Right steps

Right steps

The guidelines on medical examination and treatment of rape victims, issued by the union health ministry,  will help to take the trauma out of such tests and make the handling of such cases more humane and efficient.

The guidelines were prepared in consultation with the Indian Council of Medical Research (ICMR) and many experts. An eminent forensic expert, Dr Indrajit Wadhwa of Nagpur, had relentlessly pursued the poor quality and objectionable methods of medical examination of victims of sexual assault through reports and petitions in courts and had persuaded the Maharashtra government to adopt new rules to handle such cases with sensitivity. He has helped in the drafting of the guidelines at the national level also. A new manual has also been framed to address the psycho-social impact of sexual violence through provisions for counselling. needs.

An important highlight of the guidelines is the banning of the primitive and horrendous ‘two-finger test’ which is even considered a second sexual assault on the victim and cause physical and psychological pain and humiliation. It is also unscientific and has been used often wrongly to determine the past sexual history of the victim, which is irrelevant. The new rules also lay down that hospitals should have designated  rooms for tests in medico-legal cases of sexual assault and forensic examinations should be held in privacy and with the informed consent of the victim.

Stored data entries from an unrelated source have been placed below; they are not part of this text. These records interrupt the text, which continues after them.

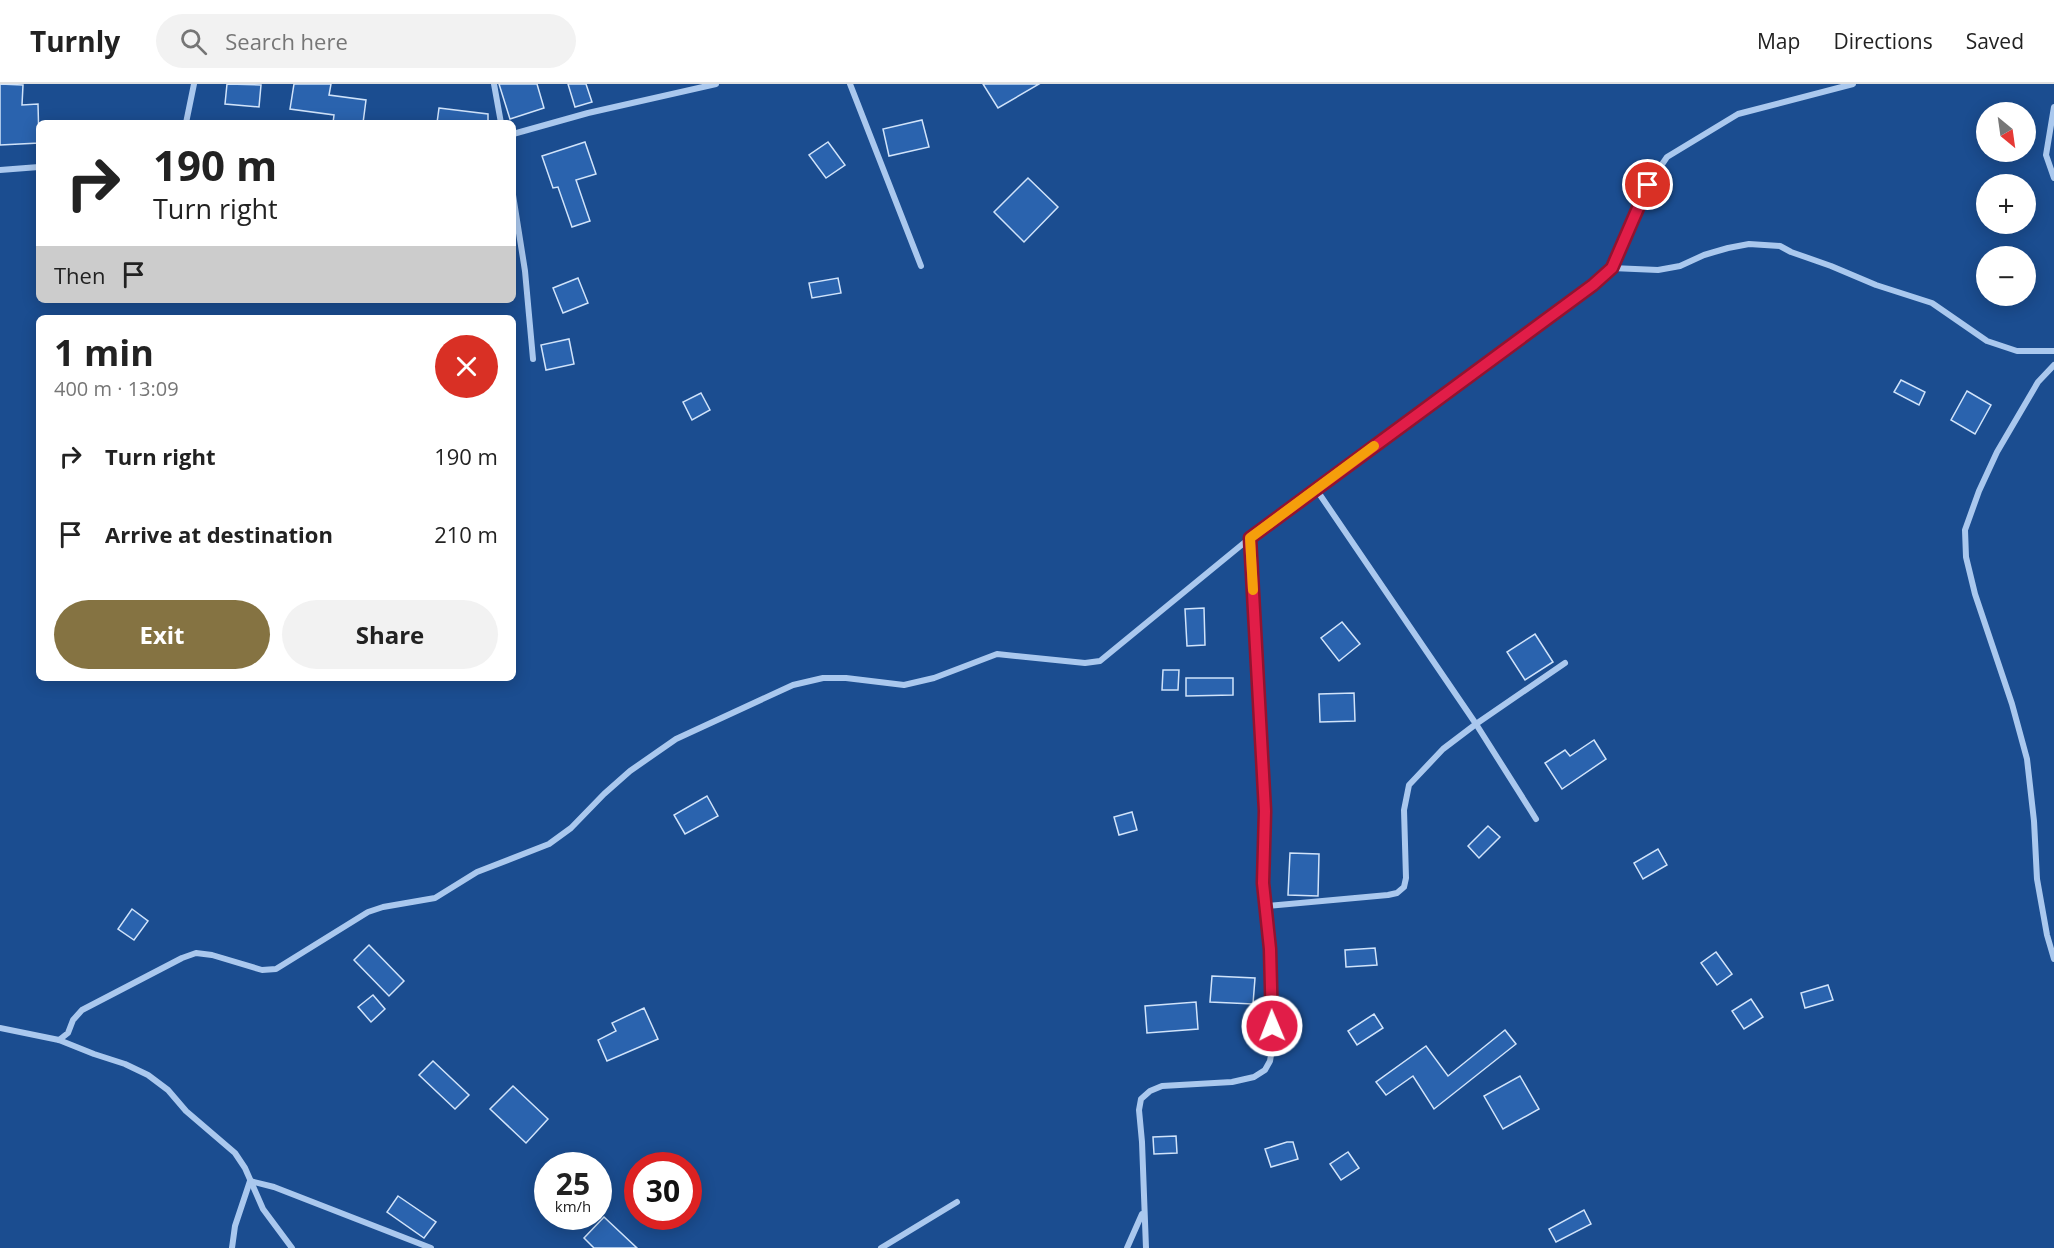 <!DOCTYPE html>
<meta charset="utf-8">
<style>
body{margin:0;font-family:"Open Sans",sans-serif;background:#f2f2f2;color:#222;height:100vh;display:flex;flex-direction:column;font-size:22px;white-space:nowrap}
*{box-sizing:border-box;margin:0}
p{font-size:20px;color:#767676}
.icon{flex:none;width:33px;height:33px;fill:none;stroke:currentColor;stroke-width:2;stroke-linecap:round;stroke-linejoin:round}
.map{position:relative;flex:1;overflow:hidden}
.sheet{position:absolute;left:36px;top:231px;width:480px;height:366px;display:flex;flex-direction:column;background:#fff;border-radius:9px;box-shadow:0 3px 15px #0003}
.sheet>*{flex:none}
.guide{position:absolute;left:36px;top:36px;width:480px;height:183px;border-radius:9px;box-shadow:0 3px 15px #0003;background:#fff;color:#222;overflow:hidden}
.needle{width:39px;rotate:151deg}
.controls{position:absolute;left:1976px;top:18px;display:grid;gap:12px}
.controls a{display:grid;place-items:center;width:60px;height:60px;border-radius:50%;background:#fff;box-shadow:0 3px 15px #0003;font-size:30px}
.speed{position:absolute;left:534px;top:1068px;display:flex;gap:12px;font-size:30px;font-weight:700;text-align:center}
.speed>*{display:grid;place-content:center;width:78px;height:78px;border-radius:50%;background:#fff;box-shadow:0 3px 15px #0003;line-height:1}
.speed small{font-size:15px;font-weight:400}
.speed .limit{border:9px solid #d22;background:#fff;color:#111}
.pin{position:absolute;display:grid;place-items:center;width:51px;height:51px;color:#fff;margin:-26px;border:3px solid #fff;border-radius:50%;box-shadow:0 2px 6px #0007}
.me{position:absolute;width:66px;margin:-33px;rotate:359deg;stroke-linejoin:round;filter:drop-shadow(0 0 4px #0008)}
.turn{display:flex;align-items:center;gap:21px;height:126px;padding:0 18px;font-size:27px}
.turn .icon{width:78px;height:78px;stroke-width:2.5}
.turn b{display:block;font-size:42px;line-height:51px}
.then{display:flex;align-items:center;height:57px;padding:0 18px;background:#0003;gap:12px;font-size:22px}
.round{display:grid;place-items:center;flex:none;width:63px;height:63px;border-radius:32px;background:#f2f2f2}
.headline{display:flex;align-items:center;justify-content:space-between;height:102px;padding:0 18px}
h1{font-size:36px;font-weight:700;line-height:45px}
.button{display:flex;gap:12px;margin-top:auto;padding:12px 18px}
.button a{flex:1;height:69px;border-radius:36px;background:#857342;color:#fff;font-size:24px;font-weight:700;line-height:69px;text-align:center}
.button a+a{background:#f2f2f2;color:#222}
ul{padding:0;list-style:none}
li{display:flex;align-items:center;gap:18px;height:78px;padding:0 18px}
li div{flex:1}
li b{display:block;font-size:22px}
li em{font-style:normal}
header{display:flex;align-items:center;gap:36px;box-sizing:border-box;height:84px;padding:0 30px;background:#fff;border-bottom:2px solid #e0e0e0}
header strong{font-size:28px}
nav{display:flex;gap:33px;margin-inline-start:auto;font-size:21px}
.search{width:420px;height:54px;background:#f2f2f2;display:flex;align-items:center;gap:15px;box-sizing:border-box;padding:0 21px;border-radius:33px;color:#767676;font-size:22px}
.map>svg:first-child{display:block}
</style>
<header>
<strong>Turnly</strong>
<div class="search"><svg class="icon" aria-label="search" viewBox="0 0 24 24"><circle cx="10" cy="10" r="6"/><path d="M15 15l6 6"/></svg>Search here</div>
<nav><a>Map</a><a>Directions</a><a>Saved</a></nav>
</header>
<div class="map">
<svg width="2054" height="1164" viewBox="0 0 2054 1164">
<rect width="100%" height="100%" fill="#1b4d90"/>
<g fill="#2a63ae" stroke="#d0e3fa" stroke-width="1.5">
<path d="M 0,0 L 23,1 L 22,21 L 38,20 L 39,59 L 0,61 Z"/>
<path d="M 227,0 L 261,1 L 259,23 L 225,20 Z"/>
<path d="M 294,0 L 331,0 L 329,11 L 366,16 L 363,39 L 333,39 L 334,31 L 290,25 Z"/>
<path d="M 499,0 L 537,0 L 544,24 L 510,35 Z"/>
<path d="M 568,0 L 586,0 L 592,18 L 575,23 Z"/>
<path d="M 983,0 L 1039,0 L 998,24 Z"/>
<path d="M 439,24 L 488,30 L 488,39 L 437,39 Z"/>
<path d="M 922,36 L 929,63 L 889,72 L 883,45 Z"/>
<path d="M 585,58 L 596,90 L 576,96 L 590,137 L 572,143 L 558,103 L 553,104 L 542,72 Z"/>
<path d="M 828,58 L 845,81 L 826,94 L 809,71 Z"/>
<path d="M 1028,94 L 1058,123 L 1024,158 L 994,128 Z"/>
<path d="M 578,194 L 588,219 L 563,229 L 553,204 Z"/>
<path d="M 838,194 L 841,209 L 812,214 L 809,199 Z"/>
<path d="M 569,255 L 574,280 L 546,286 L 541,261 Z"/>
<path d="M 1901,296 L 1925,308 L 1919,321 L 1894,308 Z"/>
<path d="M 1967,307 L 1991,321 L 1975,350 L 1951,336 Z"/>
<path d="M 701,309 L 710,326 L 692,336 L 683,318 Z"/>
<path d="M 1204,524 L 1205,561 L 1187,562 L 1185,525 Z"/>
<path d="M 1342,538 L 1360,560 L 1339,577 L 1321,554 Z"/>
<path d="M 1535,550 L 1553,578 L 1525,596 L 1507,568 Z"/>
<path d="M 1163,586 L 1179,586 L 1178,606 L 1162,606 Z"/>
<path d="M 1186,594 L 1233,594 L 1233,611 L 1186,612 Z"/>
<path d="M 1354,609 L 1355,637 L 1320,638 L 1319,610 Z"/>
<path d="M 1594,656 L 1606,675 L 1562,705 L 1545,679 L 1565,666 L 1570,672 Z"/>
<path d="M 707,712 L 718,732 L 685,750 L 674,731 Z"/>
<path d="M 1132,728 L 1137,746 L 1119,751 L 1114,733 Z"/>
<path d="M 1488,742 L 1500,753 L 1479,774 L 1468,762 Z"/>
<path d="M 1658,765 L 1667,781 L 1643,795 L 1634,779 Z"/>
<path d="M 1290,769 L 1319,770 L 1318,812 L 1288,811 Z"/>
<path d="M 132,825 L 148,837 L 134,856 L 118,845 Z"/>
<path d="M 369,861 L 404,897 L 389,912 L 354,876 Z"/>
<path d="M 1375,864 L 1377,881 L 1346,883 L 1345,866 Z"/>
<path d="M 1716,868 L 1732,890 L 1717,901 L 1701,879 Z"/>
<path d="M 1212,892 L 1255,894 L 1253,920 L 1210,918 Z"/>
<path d="M 1828,901 L 1833,916 L 1805,924 L 1801,909 Z"/>
<path d="M 373,911 L 385,925 L 371,938 L 358,923 Z"/>
<path d="M 1751,915 L 1763,933 L 1744,945 L 1732,927 Z"/>
<path d="M 1196,918 L 1198,945 L 1147,949 L 1145,922 Z"/>
<path d="M 644,924 L 658,955 L 607,977 L 598,956 L 616,947 L 612,939 Z"/>
<path d="M 1374,930 L 1383,944 L 1357,961 L 1348,947 Z"/>
<path d="M 1505,946 L 1516,960 L 1434,1025 L 1413,992 L 1386,1011 L 1376,998 L 1426,962 L 1448,992 Z"/>
<path d="M 433,977 L 469,1011 L 455,1025 L 419,991 Z"/>
<path d="M 1520,992 L 1539,1025 L 1503,1045 L 1484,1012 Z"/>
<path d="M 513,1002 L 548,1035 L 526,1059 L 490,1025 Z"/>
<path d="M 1176,1052 L 1177,1069 L 1154,1070 L 1153,1053 Z"/>
<path d="M 1287,1058 L 1293,1058 L 1298,1075 L 1271,1083 L 1265,1065 Z"/>
<path d="M 1348,1068 L 1359,1084 L 1341,1096 L 1330,1080 Z"/>
<path d="M 398,1112 L 436,1138 L 424,1154 L 387,1128 Z"/>
<path d="M 1584,1126 L 1591,1140 L 1556,1158 L 1549,1145 Z"/>
<path d="M 604,1133 L 637,1164 L 594,1164 L 584,1154 Z"/>
</g>
<g fill="none" stroke-linecap="round" stroke-linejoin="round">
<g stroke="#aac8ee" stroke-width="6">
<path d="M 494,0 L 501,39"/>
<path d="M 850,0 L 921,182"/>
<path d="M 2054,23 L 2046,71 L 2054,94"/>
<path d="M 186,39 L 194,0"/>
<path d="M 513,50 L 588,29 L 716,0"/>
<path d="M 0,86 L 39,83"/>
<path d="M 513,111 L 525,187 L 533,275"/>
<path d="M 1612,184 L 1658,186 L 1680,182 L 1704,171 L 1728,164 L 1749,160 L 1780,162 L 1791,168 L 1831,182 L 1876,201 L 1932,219 L 1987,257 L 2017,267 L 2054,267"/>
<path d="M 2054,281 L 2038,298 L 1997,368 L 1979,407 L 1965,446 L 1966,473 L 1975,510 L 2012,620 L 2027,675 L 2034,737 L 2037,795 L 2047,851 L 2054,875"/>
<path d="M 1316,405 L 1476,640 L 1536,735"/>
<path d="M 1266,822 L 1388,811 L 1397,809 L 1404,803 L 1406,794 L 1404,726 L 1409,701 L 1443,665 L 1476,640 L 1565,579"/>
<path d="M 0,944 L 59,956 L 94,970 L 125,980 L 148,991 L 168,1006 L 186,1027 L 235,1069 L 245,1084 L 263,1125 L 292,1164"/>
<path d="M 59,956 L 68,949 L 73,936 L 82,926 L 182,874 L 196,869 L 212,871 L 262,886 L 276,885 L 368,828 L 383,823 L 435,814 L 477,788 L 549,760 L 571,744 L 604,710 L 630,687 L 676,655 L 793,601 L 823,594 L 846,594 L 904,601 L 934,594 L 997,570 L 1085,579 L 1100,577 L 1250,454 L 1593,201 L 1612,184 L 1648,101 L 1667,73 L 1738,30 L 1853,0"/>
<path d="M 232,1164 L 235,1142 L 250,1097 L 274,1103 L 431,1164"/>
<path d="M 881,1164 L 957,1118"/>
<path d="M 1127,1164 L 1142,1130"/>
<path d="M 1146,1164 L 1142,1058 L 1139,1026 L 1141,1015 L 1150,1007 L 1162,1002 L 1232,998 L 1254,993 L 1265,986 L 1270,977 L 1272,965 L 1272,898 L 1263,799 L 1265,727 L 1250,454"/>
</g>
</g>
<g fill="none" stroke-linecap="round" stroke-linejoin="round">
<g stroke="#92132f" stroke-width="15">
<path id="route" d="M 1272,942 L 1270,865 L 1263,799 L 1265,727 L 1250,454 L 1593,201 L 1612,184 L 1648,101"/>
</g>
<use href="#route" stroke="#e11d48" stroke-width="10"/>
<path stroke="#f59e0b" stroke-width="10" d="M 1253,506 L 1250,454 L 1374,362"/>
</g>
</svg>
<div class="controls">
<a><svg class="needle" viewBox="-14 -14 28 28"><path d="M0-13l5 13h-10z" fill="#e53935"/><path d="M0 13l5-13h-10z" fill="#767676"/></svg></a>
<a>+</a>
<a>−</a>
</div>
<div class="speed"><div>25<small>km/h</small></div><div class="limit">30</div></div>
<div class="pin" style="left:1648px;top:101px;background:#d93025"><svg class="icon" aria-label="arrive" viewBox="0 0 24 24"><path d="M6 21V4h12l-3 4 3 4H6"/></svg></div>
<svg class="me" style="left:1272px;top:942px" viewBox="-20 -20 40 40"><circle r="17" fill="#e11d48" stroke="#fff" stroke-width="3"/><path d="M0-11L8 9 0 5-8 9z" fill="#fff"/></svg>
<div class="guide">
<div class="turn"><svg class="icon" aria-label="right" viewBox="0 0 24 24"><path d="M7 20v-9h11M14 6l5 5-5 5"/></svg><div><b>190 m</b>Turn right</div></div>
<div class="then">Then<svg class="icon" aria-label="arrive" viewBox="0 0 24 24"><path d="M6 21V4h12l-3 4 3 4H6"/></svg></div>
</div>
<section class="sheet">
<div class="headline"><div><h1>1 min</h1><p>400 m · 13:09</p></div><a class="round" style="background:#d93025;color:#fff"><svg class="icon" aria-label="close" viewBox="0 0 24 24"><path d="M6 6l12 12M18 6L6 18"/></svg></a></div>
<ul>
<li><svg class="icon" aria-label="right" viewBox="0 0 24 24"><path d="M7 20v-9h11M14 6l5 5-5 5"/></svg><div><b>Turn right</b></div><em>190 m</em></li>
<li><svg class="icon" aria-label="arrive" viewBox="0 0 24 24"><path d="M6 21V4h12l-3 4 3 4H6"/></svg><div><b>Arrive at destination</b></div><em>210 m</em></li>
</ul>
<div class="button"><a>Exit</a><a>Share</a></div>
</section>
</div>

The examination should be conducted even without an FIR if the victim goes to hospital before reporting to the police. Follow-up medical and psychological care has also been prescribed.

There are a number of other provisions which make the tests effective and ensure the dignity of the victim.  They are important because a large number of sexual assault cases have failed in courts because of bad and inadequate forensic procedures and wrong conclusions based on them.

The guidelines and the protocols are in line with the amended law relating to sexual crimes against  women which was adopted after the 2012 case of rape and murder of a woman in Delhi. The rules on forensic and medical procedures had to be updated to make the law more effective in dealing with sexual assault cases.  Adequate infrastructure and facilities have to be created in hospitals and  health centres to implement the guidelines. The new rules should become accepted practices and change the habits and attitudes of those who deal with the victims and handle the cases at the crucial initial stage.